---- Listed records

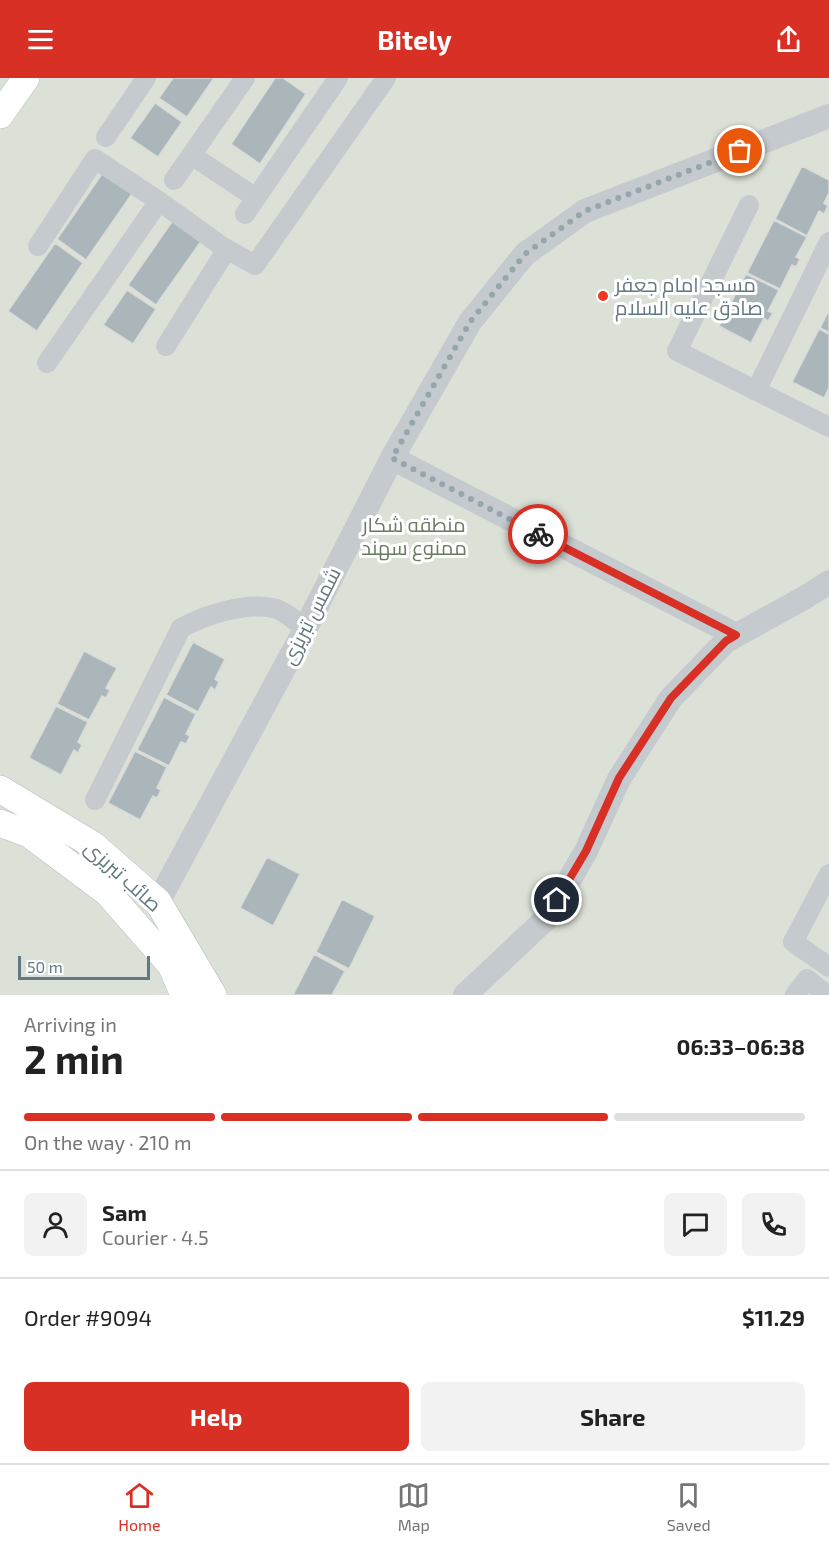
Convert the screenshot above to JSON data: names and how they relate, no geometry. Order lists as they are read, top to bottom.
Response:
{
  "streets": {
    "main road": ["صائب تبریزی"],
    "street": ["شمس تبریزی"]
  },
  "crossings": [
    ["شمس تبریزی", "صائب تبریزی"]
  ],
  "parks": ["منطقه شکار ممنوع سهند"],
  "places": ["مسجد امام جعفر صادق علیه السلام"],
  "scale_bar": "50 m",
  "page": {
    "header": "Bitely",
    "scale": "50 m",
    "heading": ["2 min", "Arriving in", "06:33–06:38"],
    "panel": [
      "Sam",
      "Courier · 4.5",
      "Order #9094",
      "$11.29"
    ],
    "bar": "On the way · 210 m",
    "buttons": ["Help", "Share"],
    "tabs": ["Home", "Map", "Saved"]
  }
}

--------

▶ Exercise aim
Retype the data above as given, letting no picture into the copy.

▶ Answer space
Convert the screenshot above to JSON data: names and how they relate, no geometry. Order lists as they are read, top to bottom.
Response:
{
  "streets": {
    "main road": ["صائب تبریزی"],
    "street": ["شمس تبریزی"]
  },
  "crossings": [
    ["شمس تبریزی", "صائب تبریزی"]
  ],
  "parks": ["منطقه شکار ممنوع سهند"],
  "places": ["مسجد امام جعفر صادق علیه السلام"],
  "scale_bar": "50 m",
  "page": {
    "header": "Bitely",
    "scale": "50 m",
    "heading": ["2 min", "Arriving in", "06:33–06:38"],
    "panel": [
      "Sam",
      "Courier · 4.5",
      "Order #9094",
      "$11.29"
    ],
    "bar": "On the way · 210 m",
    "buttons": ["Help", "Share"],
    "tabs": ["Home", "Map", "Saved"]
  }
}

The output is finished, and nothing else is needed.